I felt so many things all at once. So many emotions jumbled in a chaotic bundle that left me feeling stuck at the notion that I was pregnant.

Eleanor's motherly intuitive words replayed like a broken record in my mind in relation to the symptoms I've been experiencing. Not to mention the fact that my period was late—I'd be naive to think I wasn't...pregnant.

I spent the night bleeding into a new day pondering on the daunting reality—a part of me wishing it wasn't true and another not entirely minding it.

I wasn't against having children. If anything, I wanted children but to have them now?! I didn't know if I was ready? I didn't know if I would make a fit parent considering my upbringing and my worst possible fear was that I would become my mother in some ways.

I feared being a horrible mother. I feared being a disappointment. I feared so many things as the promising dream of having a family of my own became a possible reality.

Would I be a good mother?

'Look, maybe my mother's intuition is wrong but you won't know for yourself unless you take a test'

Eleanor's words came to my mind again, reminding me of what I had to do today.

My quiet footsteps trailed down the steps, quick to approach the door when I stopped at the sound of a voice calling out to me. "Where you going, tesoro?" I craned my neck to see Damien standing outside of his office.

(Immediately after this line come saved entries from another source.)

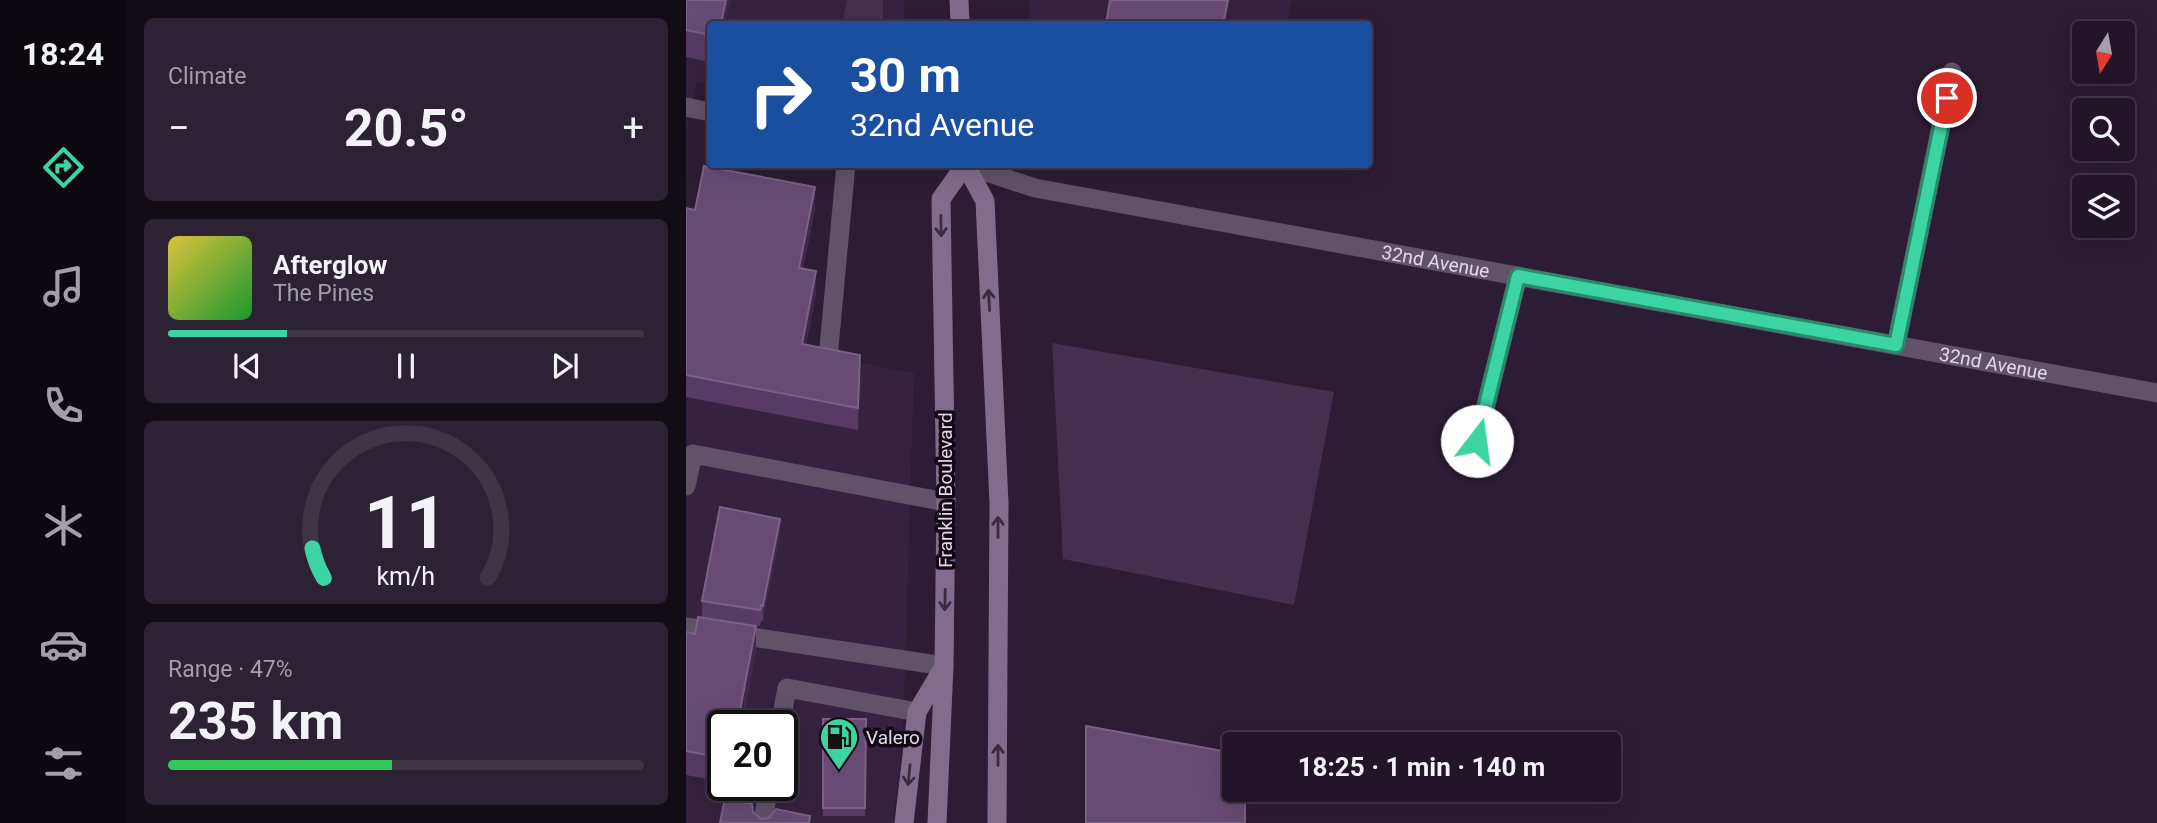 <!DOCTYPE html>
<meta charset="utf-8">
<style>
:root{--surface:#211527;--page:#2d2233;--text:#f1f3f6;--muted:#a29fa7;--line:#3e3444;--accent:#3dd4a3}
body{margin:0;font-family:Roboto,sans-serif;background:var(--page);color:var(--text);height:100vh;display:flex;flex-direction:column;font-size:26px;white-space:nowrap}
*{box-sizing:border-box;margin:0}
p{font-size:23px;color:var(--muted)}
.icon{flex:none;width:38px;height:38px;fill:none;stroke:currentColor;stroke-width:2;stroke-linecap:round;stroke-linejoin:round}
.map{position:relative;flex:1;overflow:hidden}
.panel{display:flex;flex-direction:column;gap:18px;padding:18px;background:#120c15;width:560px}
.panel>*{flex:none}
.hud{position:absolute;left:21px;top:21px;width:665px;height:147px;border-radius:7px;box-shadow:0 7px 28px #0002,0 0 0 2px var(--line);background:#1a4fa0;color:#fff;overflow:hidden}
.needle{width:46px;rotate:191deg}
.fabs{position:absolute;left:1386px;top:21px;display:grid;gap:14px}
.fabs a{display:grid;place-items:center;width:63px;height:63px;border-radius:7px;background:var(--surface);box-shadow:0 7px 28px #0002,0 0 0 2px var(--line);font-size:35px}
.speed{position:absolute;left:21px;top:710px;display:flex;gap:14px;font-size:35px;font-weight:700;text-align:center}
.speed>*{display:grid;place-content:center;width:91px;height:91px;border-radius:50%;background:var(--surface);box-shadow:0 7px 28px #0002,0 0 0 2px var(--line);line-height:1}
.speed .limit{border:4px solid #111;border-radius:10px;background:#fff;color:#111}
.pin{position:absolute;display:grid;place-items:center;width:60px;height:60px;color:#fff;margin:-30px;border:4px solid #fff;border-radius:50%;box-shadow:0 2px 7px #0007}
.me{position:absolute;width:77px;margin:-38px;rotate:15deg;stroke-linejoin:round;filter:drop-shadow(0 0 5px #0008)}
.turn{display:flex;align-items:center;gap:24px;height:147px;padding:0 28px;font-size:32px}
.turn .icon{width:91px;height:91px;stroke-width:2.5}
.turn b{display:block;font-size:49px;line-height:60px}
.big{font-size:52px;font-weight:700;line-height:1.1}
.panel .widget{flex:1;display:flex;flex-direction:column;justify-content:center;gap:10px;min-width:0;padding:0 24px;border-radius:10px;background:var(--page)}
.panel .dial{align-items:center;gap:0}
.dial svg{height:182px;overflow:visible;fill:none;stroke:var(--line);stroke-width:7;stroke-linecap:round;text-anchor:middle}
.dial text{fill:var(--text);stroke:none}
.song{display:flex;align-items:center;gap:21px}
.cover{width:84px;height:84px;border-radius:10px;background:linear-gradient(135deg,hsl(50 70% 55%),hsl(130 70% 35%))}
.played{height:7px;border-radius:4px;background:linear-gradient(90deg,var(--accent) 25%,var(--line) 25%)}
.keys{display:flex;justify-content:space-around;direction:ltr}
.heat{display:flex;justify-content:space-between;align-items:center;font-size:38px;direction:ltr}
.charge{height:10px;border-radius:5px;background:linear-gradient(90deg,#34c759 47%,var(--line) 0)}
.trip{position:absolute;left:536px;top:732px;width:399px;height:70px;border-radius:7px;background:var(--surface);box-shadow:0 7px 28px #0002,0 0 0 2px var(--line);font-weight:700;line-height:70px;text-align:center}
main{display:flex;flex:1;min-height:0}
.menu{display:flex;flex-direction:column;width:126px;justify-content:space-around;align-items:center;background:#0d0810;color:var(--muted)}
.menu .icon{width:49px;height:49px}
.menu .current{color:var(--accent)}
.menu b{font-size:32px;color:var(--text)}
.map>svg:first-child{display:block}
.built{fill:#352140;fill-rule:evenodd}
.green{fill:#452f50}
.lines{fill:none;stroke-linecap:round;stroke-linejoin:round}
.service{stroke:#605268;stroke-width:19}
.minor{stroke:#605268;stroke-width:19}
.secondary{stroke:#826c8e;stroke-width:19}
.wall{fill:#583a67}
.shaded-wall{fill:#40274d}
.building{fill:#674b75;stroke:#7a6187;stroke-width:2}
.oneway{stroke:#392c3f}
.route-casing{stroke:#288a6a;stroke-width:18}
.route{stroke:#3dd4a3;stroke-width:12}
.labels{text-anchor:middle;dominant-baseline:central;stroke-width:7;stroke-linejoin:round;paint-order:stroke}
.street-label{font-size:19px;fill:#e2d8e8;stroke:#110a14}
.poi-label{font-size:19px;fill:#e2d8e8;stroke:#110a14;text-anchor:start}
</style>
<main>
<nav class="menu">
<b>18:24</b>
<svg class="icon current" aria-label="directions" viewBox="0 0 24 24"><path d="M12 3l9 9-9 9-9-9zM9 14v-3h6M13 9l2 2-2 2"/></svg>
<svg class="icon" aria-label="music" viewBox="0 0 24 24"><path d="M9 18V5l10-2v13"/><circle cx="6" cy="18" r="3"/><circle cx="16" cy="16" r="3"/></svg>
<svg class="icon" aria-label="phone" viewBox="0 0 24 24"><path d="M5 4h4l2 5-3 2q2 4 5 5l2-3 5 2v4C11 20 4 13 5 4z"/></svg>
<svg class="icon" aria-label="climate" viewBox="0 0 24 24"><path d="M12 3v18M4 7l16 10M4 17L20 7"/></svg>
<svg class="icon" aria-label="car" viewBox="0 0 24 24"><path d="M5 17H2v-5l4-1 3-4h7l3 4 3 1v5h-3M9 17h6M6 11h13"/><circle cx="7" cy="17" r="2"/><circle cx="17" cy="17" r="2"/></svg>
<svg class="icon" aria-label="filters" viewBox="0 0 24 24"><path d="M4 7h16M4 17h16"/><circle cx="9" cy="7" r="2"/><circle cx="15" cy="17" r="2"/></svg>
</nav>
<section class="panel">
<div class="widget"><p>Climate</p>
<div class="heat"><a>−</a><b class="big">20.5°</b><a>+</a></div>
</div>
<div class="widget">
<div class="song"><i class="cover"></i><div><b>Afterglow</b><p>The Pines</p></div></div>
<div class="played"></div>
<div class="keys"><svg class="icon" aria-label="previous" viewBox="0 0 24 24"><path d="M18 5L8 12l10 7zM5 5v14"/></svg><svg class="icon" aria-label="pause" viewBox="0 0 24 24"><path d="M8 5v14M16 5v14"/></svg><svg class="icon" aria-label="next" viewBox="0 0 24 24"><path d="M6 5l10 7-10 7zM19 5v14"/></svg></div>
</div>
<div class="widget dial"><svg viewBox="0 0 100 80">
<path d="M14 69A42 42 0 1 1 86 69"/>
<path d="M14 69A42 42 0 0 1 9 56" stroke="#3dd4a3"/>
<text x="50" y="56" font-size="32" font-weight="700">11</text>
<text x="50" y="72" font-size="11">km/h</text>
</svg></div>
<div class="widget"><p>Range · 47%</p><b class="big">235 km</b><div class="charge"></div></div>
</section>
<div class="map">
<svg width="1471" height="823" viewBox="0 0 1471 823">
<rect width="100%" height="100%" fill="#2c1c34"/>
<!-- built -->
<g class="built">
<path d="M0 0H218L219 24H24V85L11 82 0 132Z"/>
<path d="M344 0H606L601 24H344Z"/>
<path d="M0 329 228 373 217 738 207 823H0ZM37 726H96V786H37Z"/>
</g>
<!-- green -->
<g class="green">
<path d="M161 0H197V24H156Z"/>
<path d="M366 343 648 392 608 605 377 559Z"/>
</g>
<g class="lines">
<!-- service -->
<g class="service">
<path d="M0 107 24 112"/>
<path d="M1210 345 1266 72"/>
<path d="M142 358 160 164"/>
<path d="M791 441 832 276"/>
<path d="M0 486 7 454 260 502"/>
<path d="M0 627 258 666"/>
<path d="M94 726 101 688 231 712"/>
<path d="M78 815 83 786"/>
</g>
<!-- minor -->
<path class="minor" id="s1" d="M279 165 349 188 1471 393"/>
<!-- secondary -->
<g class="secondary">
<path d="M273 0 274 24"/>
<path d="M279 164 299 201 313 503 311 823"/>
<path d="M218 823 231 712 256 670"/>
<path d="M251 823 258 666 260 502 255 199 279 165"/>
</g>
</g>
<!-- wall -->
<g class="wall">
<path d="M0 0 24 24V62L0 57Z"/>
<path d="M0 208 9 210 129 209 117 268 130 293 120 344 174 377 172 430 0 397Z"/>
<path d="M94 535 77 621H75L74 626 16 617V601Z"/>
<path d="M0 632 70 650 56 726H37V782L0 775Z"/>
<path d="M137 719H180L179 816H137Z"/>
</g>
<!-- shaded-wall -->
<g class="shaded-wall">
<path d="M40 0H45L40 24H35Z"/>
<path d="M542 0V11L540 24H537Z"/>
<path d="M129 187V209L113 290V268Z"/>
<path d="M130 271V293L116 366V344Z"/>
<path d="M174 355V377L172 430V408Z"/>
<path d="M94 519V535L77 621V606Z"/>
<path d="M70 626V650L56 726H51Z"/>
</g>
<!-- building -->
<g class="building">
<path d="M0 0H40L35 24H24V35L0 30Z"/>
<path d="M424 0H542L537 24H420Z"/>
<path d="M18 166 129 187 113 268 130 271 116 344 174 355 172 408 0 375V208L9 210Z"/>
<path d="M34 507 94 519 77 606 75 605 74 610 16 601Z"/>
<path d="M12 617 70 626 51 726H37V758L0 751V632L9 634Z"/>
<path d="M137 719H180L179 808H137Z"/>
<path d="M400 726 548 753V789H559V823H400Z"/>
<path d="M39 798 66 804 67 812 75 819 83 818 90 809 124 816 123 823H34Z"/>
</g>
<!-- one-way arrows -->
<defs><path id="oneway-shaft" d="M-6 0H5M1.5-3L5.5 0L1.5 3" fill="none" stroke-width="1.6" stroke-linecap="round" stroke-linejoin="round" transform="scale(1.75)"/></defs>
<g class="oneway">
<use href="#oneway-shaft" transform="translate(255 226) rotate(89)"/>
<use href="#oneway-shaft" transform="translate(303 300) rotate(-93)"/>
<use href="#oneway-shaft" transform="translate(312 527) rotate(-90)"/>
<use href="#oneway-shaft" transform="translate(259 600) rotate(91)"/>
<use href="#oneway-shaft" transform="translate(312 755) rotate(-90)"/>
<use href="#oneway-shaft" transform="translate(223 775) rotate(96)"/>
</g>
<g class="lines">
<!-- route casing -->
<g class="route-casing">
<path id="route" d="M791 441 832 276 1210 345 1261 98"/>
</g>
<!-- route -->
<use href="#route" class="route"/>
</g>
<!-- icons -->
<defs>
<g id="fuel-pin" transform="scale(2.0125)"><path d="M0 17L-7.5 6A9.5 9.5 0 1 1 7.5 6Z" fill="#3dd4a3" stroke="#110a14"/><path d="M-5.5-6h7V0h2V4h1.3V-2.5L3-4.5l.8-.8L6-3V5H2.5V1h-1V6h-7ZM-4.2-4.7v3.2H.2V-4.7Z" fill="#111"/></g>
</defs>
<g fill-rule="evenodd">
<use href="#fuel-pin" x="153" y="737"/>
</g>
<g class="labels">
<!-- street labels -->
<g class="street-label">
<text stroke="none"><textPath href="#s1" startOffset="481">32nd Avenue</textPath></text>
<text stroke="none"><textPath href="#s1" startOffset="1048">32nd Avenue</textPath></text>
<text transform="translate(259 490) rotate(-90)">Franklin Boulevard</text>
</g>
<!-- poi labels -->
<g class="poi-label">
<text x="180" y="737">Valero</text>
</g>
</g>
</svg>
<div class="fabs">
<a><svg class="needle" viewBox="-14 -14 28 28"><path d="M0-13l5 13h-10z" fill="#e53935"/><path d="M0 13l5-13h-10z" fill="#a29fa7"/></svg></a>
<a><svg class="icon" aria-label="search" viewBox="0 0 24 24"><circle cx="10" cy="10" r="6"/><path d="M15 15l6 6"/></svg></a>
<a><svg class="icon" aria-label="layers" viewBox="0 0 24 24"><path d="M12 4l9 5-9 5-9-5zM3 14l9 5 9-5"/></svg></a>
</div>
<div class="speed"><div class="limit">20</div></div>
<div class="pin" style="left:1261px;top:98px;background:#d93025"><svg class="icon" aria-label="arrive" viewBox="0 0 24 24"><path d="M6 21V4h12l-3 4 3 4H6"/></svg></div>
<svg class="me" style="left:791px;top:441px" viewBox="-20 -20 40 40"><circle r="19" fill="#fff"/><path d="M0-13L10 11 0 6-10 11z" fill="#3dd4a3"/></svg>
<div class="trip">18:25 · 1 min · 140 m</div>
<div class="hud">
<div class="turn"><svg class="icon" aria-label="right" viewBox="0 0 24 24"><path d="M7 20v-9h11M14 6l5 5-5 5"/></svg><div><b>30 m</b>32nd Avenue</div></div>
</div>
</div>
</main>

Dressed in a dark fitted t-shirt that revealed his muscular tattooed arms and some casual sweats, he crossed his arms over his chest while he peered over at me.

Damien left last night to handle business after dropping me home from the party following my conversation with Eleanor. I didn't see him this morning after waking up either, something that I was guiltily grateful for as we had yet to talk after our small falling out.

I readjusted my bag over my shoulder, parting my lips to say. "I'm um, I'm gonna go see Lolo." A lie—well not really as it was true. I intended to see her today—more so I needed to.

He glanced down at his watch, with an eyebrow slightly raised. "It's going to 11am—don't you have your lessons with Nick at 11:30?" He reminded me and I mentally cursed at my forgetfulness. It was Friday.

"I'm not going today. I'll ask him if we can reschedule—" Damien's eyes narrowed scrutinisingly. Biting down on my lip, I shifted my gaze away from him, making him sigh. He gingerly approached me, closing the gap between us with just a few strides.

His scent caressed my being, providing me with a warmth I missed as he drew me in. My hands came to rest on his chest, my gaze still lowered until he tentatively lifted my chin up. "Can we talk first?" His words made my stomach turn and my heart flutter.